To determine which point maps onto itself after a reflection, we need to evaluate if reflecting each point across a certain line results in it being the same point. We are given the following points:
[tex]\[
(-4, -4), (-4, 0), (0, -4), (4, -4)
\][/tex]
To solve this, we need to understand that for a point to map onto itself after reflection, it must lie on the line of reflection. The most common lines of reflection are the x-axis, y-axis, the line [tex]\( y = x \)[/tex], and the line [tex]\( y = -x \)[/tex].
Let’s verify each point individually:
1. Point [tex]\((-4, -4)\)[/tex]:
- Reflecting [tex]\((-4, -4)\)[/tex] across the line [tex]\(y = x\)[/tex] results in the point [tex]\((-4, -4)\)[/tex] itself.
- Reflecting [tex]\((-4, -4)\)[/tex] across any other symmetry axis (like [tex]\( y = -x \)[/tex]) will also map it to another point [tex]\((-4, -4)\)[/tex].
Therefore, [tex]\((-4, -4)\)[/tex] remains the same after reflection across these lines.
2. Point [tex]\((-4, 0)\)[/tex]:
- Reflecting [tex]\((-4, 0)\)[/tex] across common lines of reflection will not result in [tex]\((-4, 0)\)[/tex].

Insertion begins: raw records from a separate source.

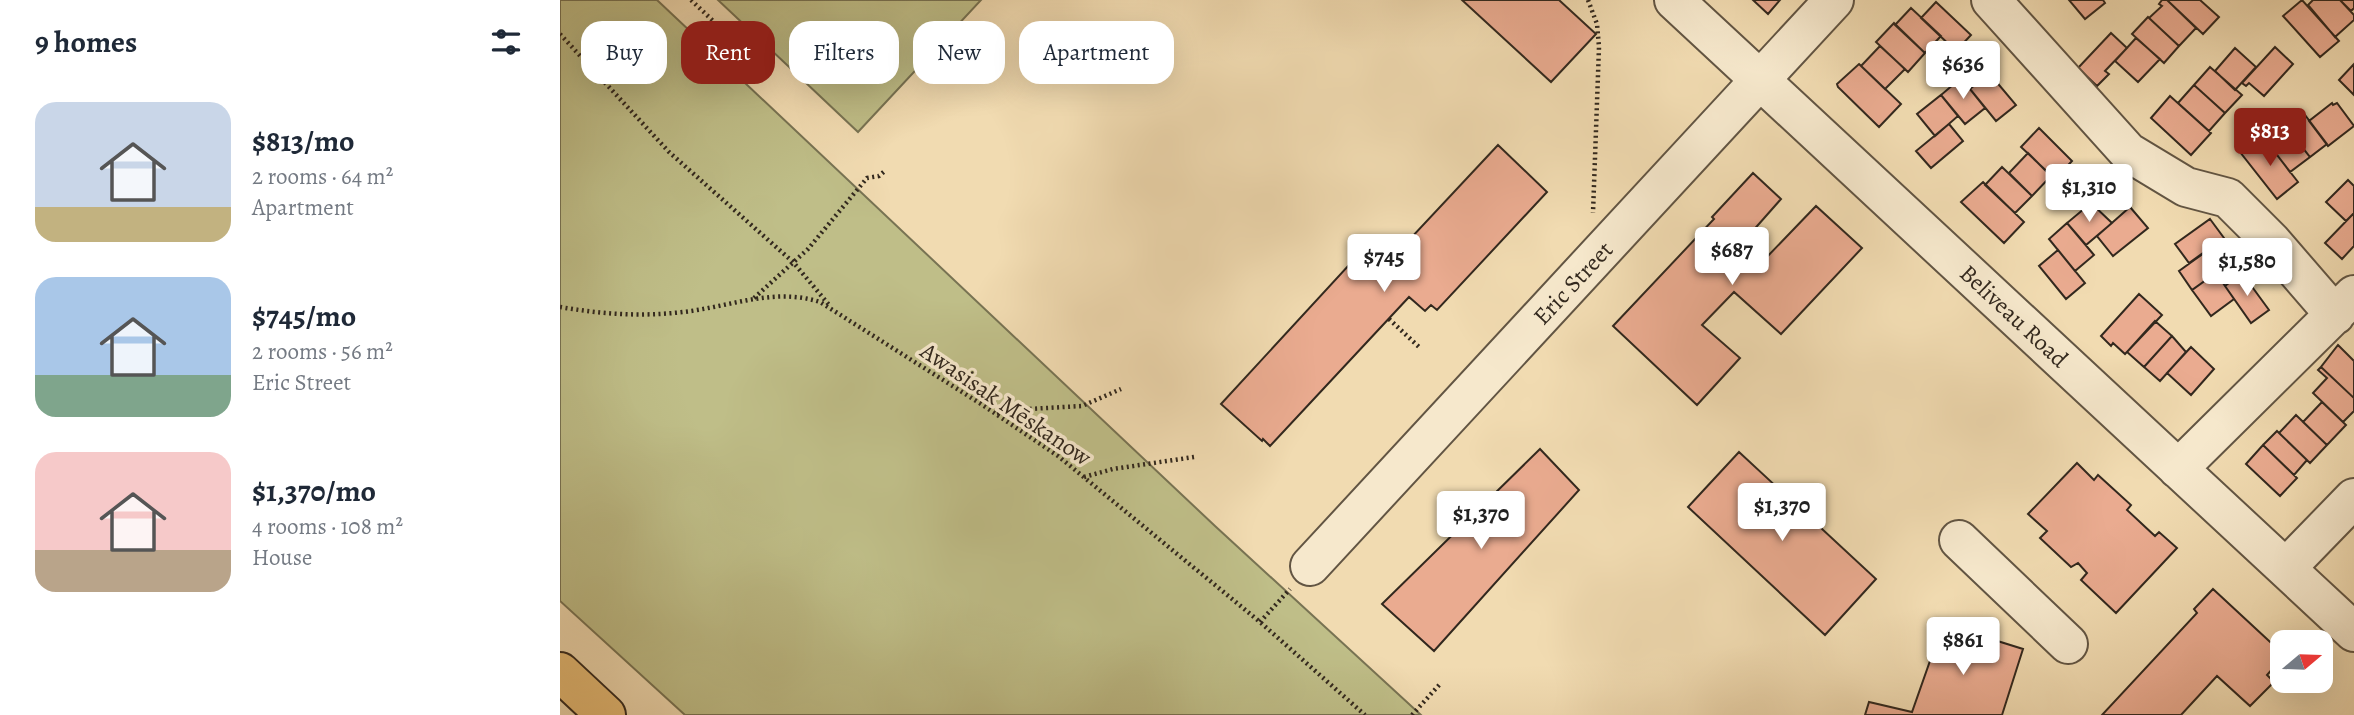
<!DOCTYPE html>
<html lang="en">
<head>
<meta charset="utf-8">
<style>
	body { margin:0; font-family:Alegreya,serif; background:#f6f6f7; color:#1f2937; height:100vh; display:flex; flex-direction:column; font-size:26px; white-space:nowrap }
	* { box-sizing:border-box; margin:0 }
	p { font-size:23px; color:#747a83 }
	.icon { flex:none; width:38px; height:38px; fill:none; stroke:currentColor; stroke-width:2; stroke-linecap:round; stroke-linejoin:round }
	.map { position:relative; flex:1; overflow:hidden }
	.details { display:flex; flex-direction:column; background:#fff; width:560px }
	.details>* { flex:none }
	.top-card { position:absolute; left:21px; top:21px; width:665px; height:63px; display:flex; gap:14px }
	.needle { width:46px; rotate:71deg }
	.tools { position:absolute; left:1710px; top:630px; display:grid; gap:14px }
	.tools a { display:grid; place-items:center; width:63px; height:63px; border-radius:14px; background:#fff; box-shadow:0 7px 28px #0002; font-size:35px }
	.price { position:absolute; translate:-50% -60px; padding:0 16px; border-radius:7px; background:#fff; color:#222; font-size:23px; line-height:46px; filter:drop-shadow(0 2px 4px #0008) }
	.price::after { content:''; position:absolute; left:50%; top:42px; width:21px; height:16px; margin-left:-10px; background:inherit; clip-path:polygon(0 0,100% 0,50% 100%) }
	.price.active { background:#8f2418; color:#fff }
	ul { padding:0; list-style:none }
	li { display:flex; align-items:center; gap:21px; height:175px; padding:0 35px }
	li span { display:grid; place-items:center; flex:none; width:196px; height:140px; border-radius:21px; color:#555 }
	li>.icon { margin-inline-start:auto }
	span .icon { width:84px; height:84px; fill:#fffc; stroke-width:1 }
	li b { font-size:30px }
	h2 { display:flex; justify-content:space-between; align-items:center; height:84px; padding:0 35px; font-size:30px }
	.chip { padding:0 24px; border-radius:21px; background:#fff; box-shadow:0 7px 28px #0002; font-size:24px; line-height:63px }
	.chip.active { background:#8f2418; color:#fff }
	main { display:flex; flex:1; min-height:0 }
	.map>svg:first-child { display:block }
</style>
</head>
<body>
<main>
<section class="details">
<h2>9 homes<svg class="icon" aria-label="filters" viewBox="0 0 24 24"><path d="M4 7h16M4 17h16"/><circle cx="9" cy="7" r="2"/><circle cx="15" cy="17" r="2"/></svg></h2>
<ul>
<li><span style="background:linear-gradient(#c9d6e8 75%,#c2b280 0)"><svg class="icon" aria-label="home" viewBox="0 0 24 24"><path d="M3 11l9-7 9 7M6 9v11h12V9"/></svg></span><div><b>$813/mo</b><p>2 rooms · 64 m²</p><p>Apartment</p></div></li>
<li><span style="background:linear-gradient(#a9c7e8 70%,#7fa58c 0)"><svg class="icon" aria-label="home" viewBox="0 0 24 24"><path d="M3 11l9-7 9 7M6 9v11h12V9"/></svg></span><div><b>$745/mo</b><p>2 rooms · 56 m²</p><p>Eric Street</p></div></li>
<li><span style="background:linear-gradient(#f6c9c9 70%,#b9a48a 0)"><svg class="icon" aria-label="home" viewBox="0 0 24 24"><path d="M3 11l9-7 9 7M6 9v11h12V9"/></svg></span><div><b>$1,370/mo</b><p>4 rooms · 108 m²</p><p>House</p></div></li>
</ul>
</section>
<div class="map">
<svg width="1794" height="715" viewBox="0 0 1794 715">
	<rect width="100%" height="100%" fill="#f1dbb1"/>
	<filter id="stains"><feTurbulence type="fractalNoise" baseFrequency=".00286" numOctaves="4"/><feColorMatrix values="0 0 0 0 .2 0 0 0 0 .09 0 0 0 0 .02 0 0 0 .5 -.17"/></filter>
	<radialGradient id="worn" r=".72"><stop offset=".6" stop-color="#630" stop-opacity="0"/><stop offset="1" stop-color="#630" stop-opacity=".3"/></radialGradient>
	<path fill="#bfbe88" stroke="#787353" stroke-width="2" d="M0 0H97L655 526 861 715H125L0 601Z
		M158 0H421L298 132Z"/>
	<path fill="#eaab90" stroke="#32281e" stroke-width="2" d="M902 0H999L1036 34 991 82Z
		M1193 0H1220L1208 14Z
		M1509 0H1543L1545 3 1525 19Z
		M1602 0H1607L1636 28 1619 46 1589 18 1602 6 1599 4Z
		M1607 0H1640L1659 17 1643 34Z
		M1742 0 1779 41 1760 57 1723 16Z
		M1753 0H1780L1794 15V20L1775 37 1748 5Z
		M1780 0H1794V8L1791 11Z
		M1376 2 1411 35 1396 51 1361 18Z
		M1351 8 1381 36 1365 53 1335 25Z
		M1588 17 1619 46 1604 63 1572 34Z
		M1334 23 1365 53 1348 72 1316 42Z
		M1551 33 1567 48 1545 71 1549 74 1537 86 1518 68Z
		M1576 38 1600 59 1578 82 1555 61Z
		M1320 46 1345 69 1325 89 1301 66Z
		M1715 47 1733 64 1704 96 1689 83 1686 86 1682 83Z
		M1675 48 1696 67 1675 90 1655 71Z
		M1299 64 1341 104 1319 127 1278 87 1277 84Z
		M1794 64V95L1779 80Z
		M1650 67 1682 95 1665 113 1634 85Z
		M1429 73 1456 105 1436 121 1410 89Z
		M1401 78 1425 108 1405 124 1381 95Z
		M1634 85 1665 113 1649 131 1618 103Z
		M1381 95 1398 116 1375 136 1357 114Z
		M1610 96 1651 133 1631 155 1591 118Z
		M1772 103 1773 105 1777 103 1794 126 1768 146 1749 121Z
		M1742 111 1767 144 1750 157 1724 124Z
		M1389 124 1403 141 1371 168 1356 151Z
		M1724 124 1750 157 1730 172 1705 139Z
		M1479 128 1512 161 1495 179 1461 147Z
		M1703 137 1738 182 1717 199 1680 152 1689 146 1690 148Z
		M938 145 987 192 877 310 871 305 865 311 849 297 710 446 703 439 702 441 661 404 801 252 821 270Z
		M1468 153 1491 176 1472 196 1449 173Z
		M1442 167 1472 196 1455 213 1425 185Z
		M1193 173 1221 199 1183 242 1203 261 1256 206 1302 248 1221 334 1174 292 1142 325 1180 358 1137 405 1053 326 1154 219 1152 217Z
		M1788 180 1794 186V213L1786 221 1766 202Z
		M1423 182 1464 222 1444 243 1401 202Z
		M1531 203 1552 223 1526 245 1507 223Z
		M1570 207 1588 228 1553 256 1537 236Z
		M1794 213V246L1782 259 1765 243Z
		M1650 219 1664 238 1629 263 1615 244Z
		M1507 223 1534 255 1515 271 1489 239Z
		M1651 248 1664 267 1632 290 1619 271Z
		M1498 250 1525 283 1506 299 1479 266Z
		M1656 273 1674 299 1651 316 1632 290Z
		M1682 273 1709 310 1691 323 1665 286Z
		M1579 294 1602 315 1565 354 1553 343 1551 346 1541 336Z
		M1595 321 1612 336 1584 367 1567 352Z
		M1612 336 1626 352 1600 381 1584 367Z
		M1778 345 1794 361V398L1761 367Z
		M1631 347 1654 369 1631 395 1607 373Z
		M1761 367 1794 398V411L1783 422 1753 393 1767 378 1758 370Z
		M1762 402 1786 425 1767 445 1743 422Z
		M1736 415 1767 445 1750 463 1719 433Z
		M1717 431 1747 460 1734 475 1703 445Z
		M1703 445 1737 478 1720 496 1686 464Z
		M980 449 1019 490 874 651 822 604Z
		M1179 452 1316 579 1265 635 1128 507Z
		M1517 463 1534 480 1538 475 1571 505 1567 510 1595 536 1599 532 1617 548 1556 613 1521 580 1527 573 1518 563 1511 567 1480 538 1487 531 1468 514Z
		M1653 589 1722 653V658L1707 675 1714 682 1690 706 1657 676 1621 715H1542L1637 613 1634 609Z
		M1383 624 1463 649 1442 715H1305L1309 702 1352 712Z"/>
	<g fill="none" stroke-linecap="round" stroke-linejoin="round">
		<g stroke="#625543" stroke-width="42">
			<path id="minor" d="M1114 0 1794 632
				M1431 0 1568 152 1626 187 1668 198 1711 241 1775 315
				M1618 469 1794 295
				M1399 540 1508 644
				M750 566 1274 0
				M1726 568 1794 498"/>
		</g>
		<g stroke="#32281e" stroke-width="42">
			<path id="major" d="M0 672 46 715"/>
		</g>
		<path stroke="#32281e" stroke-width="4.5" stroke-dasharray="2 3.5" stroke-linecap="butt" d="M131 0 168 35
			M1028 0 1037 24 1039 47 1033 213
			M0 34 109 152 233 262 270 306
			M194 298 248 249 307 178 319 176 326 170
			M0 307C41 314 81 317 123 312 169 307 214 287 260 302L421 404 498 456 700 622 805 715
			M829 319 859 347
			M437 414 469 409 522 406 561 389
			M524 477 553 469 634 457
			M700 622 730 589
			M852 715 880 684"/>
		<use href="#minor" stroke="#f6e8cc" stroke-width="38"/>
		<use href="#major" stroke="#e8be78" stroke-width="38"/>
	</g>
	<g text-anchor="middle" stroke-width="7" stroke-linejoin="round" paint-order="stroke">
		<g font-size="24" fill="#32281e" stroke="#f6e8cc">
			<text transform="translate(1013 283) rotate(-47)" y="8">Eric Street</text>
			<text transform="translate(1454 316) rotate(43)" y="8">Beliveau Road</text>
			<text transform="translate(446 404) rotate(34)" y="8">Awasisak Mēskanow</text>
		</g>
	</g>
	<rect width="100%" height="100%" filter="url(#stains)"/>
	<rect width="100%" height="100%" fill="url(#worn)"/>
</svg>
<div class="tools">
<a><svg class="needle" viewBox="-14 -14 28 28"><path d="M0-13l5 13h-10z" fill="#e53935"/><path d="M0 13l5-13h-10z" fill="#747a83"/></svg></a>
</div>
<b class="price" style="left:1403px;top:101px">$636</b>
<b class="price active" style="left:1710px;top:168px">$813</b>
<b class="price" style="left:1529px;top:224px">$1,310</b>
<b class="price" style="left:1172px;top:287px">$687</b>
<b class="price" style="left:824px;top:294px">$745</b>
<b class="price" style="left:1687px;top:298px">$1,580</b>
<b class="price" style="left:1222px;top:543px">$1,370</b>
<b class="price" style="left:921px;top:551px">$1,370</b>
<b class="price" style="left:1403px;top:677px">$861</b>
<div class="top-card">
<a class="chip">Buy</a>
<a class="chip active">Rent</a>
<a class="chip">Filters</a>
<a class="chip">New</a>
<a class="chip">Apartment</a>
</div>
</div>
</main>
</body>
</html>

3. Point [tex]\((0, -4)\)[/tex]:
- Reflecting [tex]\((0, -4)\)[/tex] across common lines of reflection will not result in [tex]\((0, -4)\)[/tex].
4. Point [tex]\((4, -4)\)[/tex]:
- Reflecting [tex]\((4, -4)\)[/tex] across common lines of reflection will not result in [tex]\((4, -4)\)[/tex].
After evaluating all the points, it is determined that:
[tex]\[
\boxed{(-4, -4)}
\][/tex]
is the only point that maps onto itself after the reflection.